The negative impacts of climate change on cotton production are likely to be most acutely felt by producers in Xinjian (China), Pakistan, Australia and the western United States. Some of the impacts that these regions will feel include: lower water availability coupled with higher use of irrigation – leading to more pressure on water sources, lower yields, losses due to more frequent and pronounced climate variability (e.g. longer droughts or flooding), soil exhaustion and salinization due to increased mono-cropping and irrigation, and decreased water sourced due to diminishing glaciers (e.g. Pakistan). Arid regions (e.g. Yellow River region of China, India, southeastern U.S. and Turkey) may find benefits from climatic variations (e.g. increased rainfall).
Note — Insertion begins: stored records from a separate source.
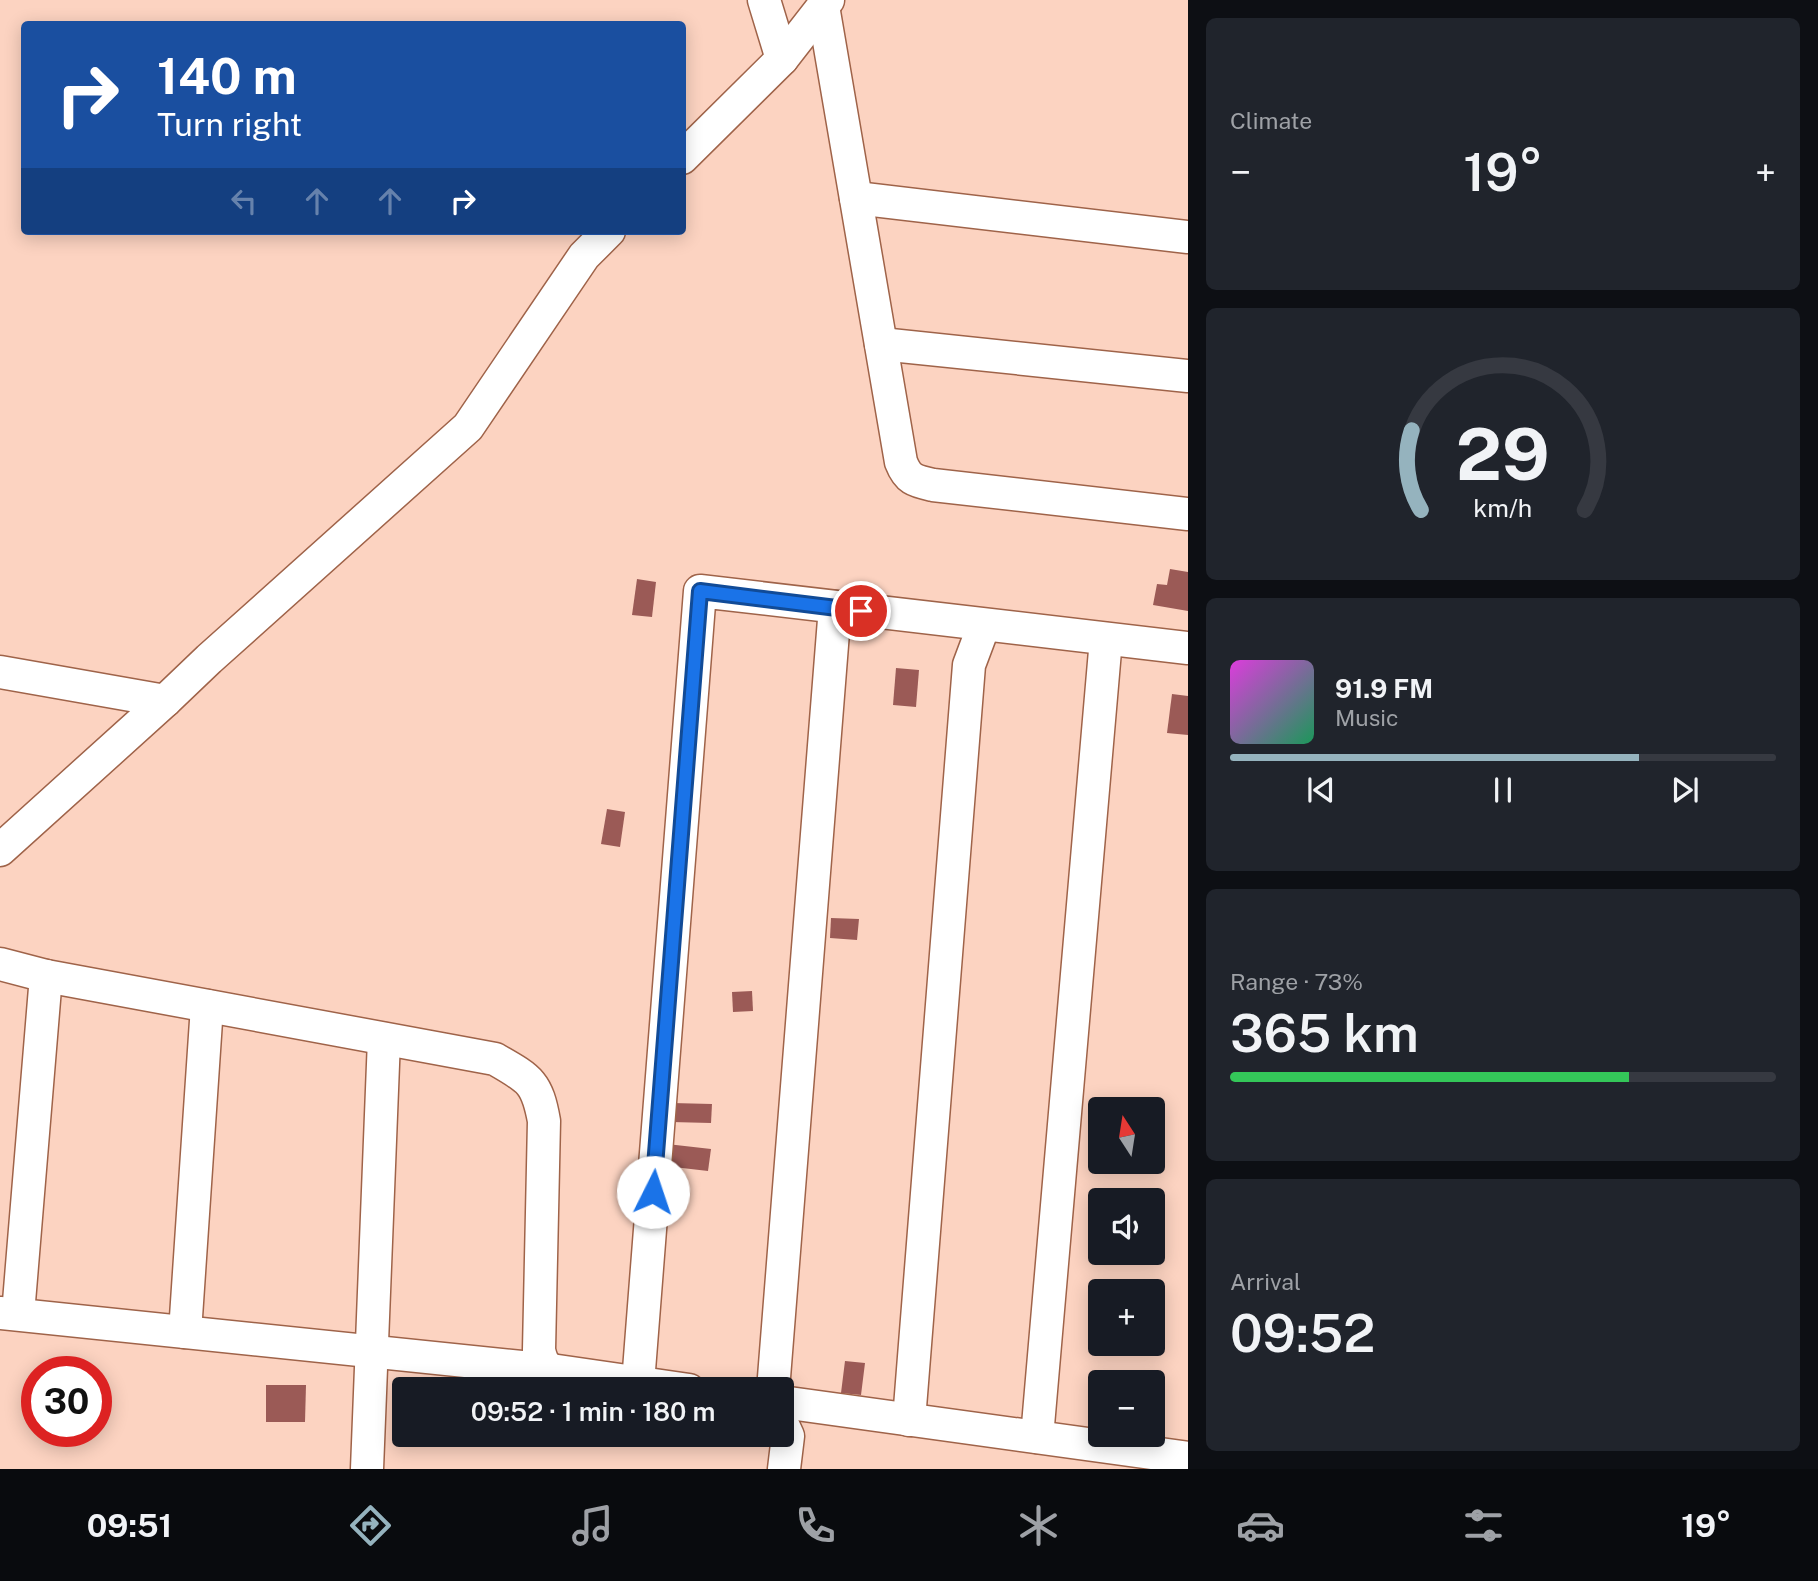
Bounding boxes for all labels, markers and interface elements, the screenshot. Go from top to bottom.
text: 140 m [157,47,297,105]
icon: right [42,49,133,140]
text: Turn right [157,106,302,143]
text: Climate [1230,107,1312,134]
text: 19° [1463,142,1543,203]
text: − [1230,150,1251,195]
text: + [1755,150,1776,195]
icon: left [225,182,263,220]
icon: ahead [298,182,336,220]
icon: ahead [371,182,409,220]
icon: right [444,182,482,220]
text: 29 [1456,412,1550,497]
text: km/h [1474,493,1532,523]
pin [831,581,891,641]
icon: arrive [842,592,880,630]
text: 91.9 FM [1335,673,1433,704]
text: Music [1335,704,1399,731]
icon: previous [1302,771,1340,809]
icon: pause [1484,771,1522,809]
icon: next [1666,771,1704,809]
text: Range · 73% [1230,968,1363,995]
text: 365 km [1230,1003,1419,1064]
north arrow [1088,1097,1166,1174]
map controls [1088,1097,1165,1447]
position arrow [616,1155,690,1229]
button: sound [1088,1188,1165,1265]
text: Arrival [1230,1268,1301,1295]
button: + [1088,1279,1165,1356]
text: 09:52 [1230,1303,1375,1364]
speed limit sign: 30 [21,1356,112,1447]
button: − [1088,1370,1165,1447]
text: 09:52 · 1 min · 180 m [471,1396,715,1427]
icon: directions [346,1501,395,1550]
icon: music [568,1501,617,1550]
icon: phone [791,1501,840,1550]
icon: climate [1014,1501,1063,1550]
icon: car [1236,1501,1285,1550]
icon: filters [1459,1501,1508,1550]
text: 09:51 [87,1507,172,1544]
text: 19° [1681,1507,1731,1544]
Results in Brazil and West and Central Africa are unclear. You can find a detailed discussion on each region’s predicted impacts in the paper.

The authors propose the following opportunities to reduce GHG emissions along the cotton value chain.

  • Introduce carbon pricing policies to stimulate investments in energy conservation and renewable energy technologies.
  • Raise consumer awareness on the benefits of more energy efficient ways to launder cotton products.
  • Support and advise processing facilities on adoption of more energy efficient technologies.
  • Support and advise farmers on more efficient use of nitrogen fertilizer and encourage low tillage, improve soil, water and land management as well as low input farming practices.

Market incentives to reduce GHG emissions include:

  • Product carbon footprint standards: consumers are increasingly interested in purchasing products that have smaller environmental footprints.
  • Carbon reduction investment and market opportunities: producers and processors in developing countries can take advantage of the Clean Development Mechanism (CDM) or other carbon trading mechanisms (e.g. Chicago Climate Exchange).

The paper concludes by suggesting the following options to adapt to climate change:

  • Stop unnecessary nutrient loss from farming systems, preventing soil erosion and halting the burning of crop residues.
  • Improve soil fertility management through inclusion of crop covers, plant diversity and limiting the time land lays bare.
  • Time sowing to offset moisture stress during the warm period to maximize the length of growing season and prevent pest outbreaks.
  • Breed and plant varieties that are more resistant to heat stress, droughts, weeds, pests and diseases.
  • Optimize the use of sustainable, natural fertilizing sources in cotton production.
  • Optimize the efficiency of additional fertilizer used.
  • Optimize the water-use efficiency in the production of irrigated cotton.
  • Optimize the use of industrial preparations such as pesticides, herbicides and defoliants.

Climate change will certainly impact cotton production and processing. The industry should take steps to minimize its contributions and prepare for the adaptation to climate change.

Questions to consider

What policy or market incentives can the industry promote? How is it best to do this?

With the focus shifting to adaptation, how can we best help farmers?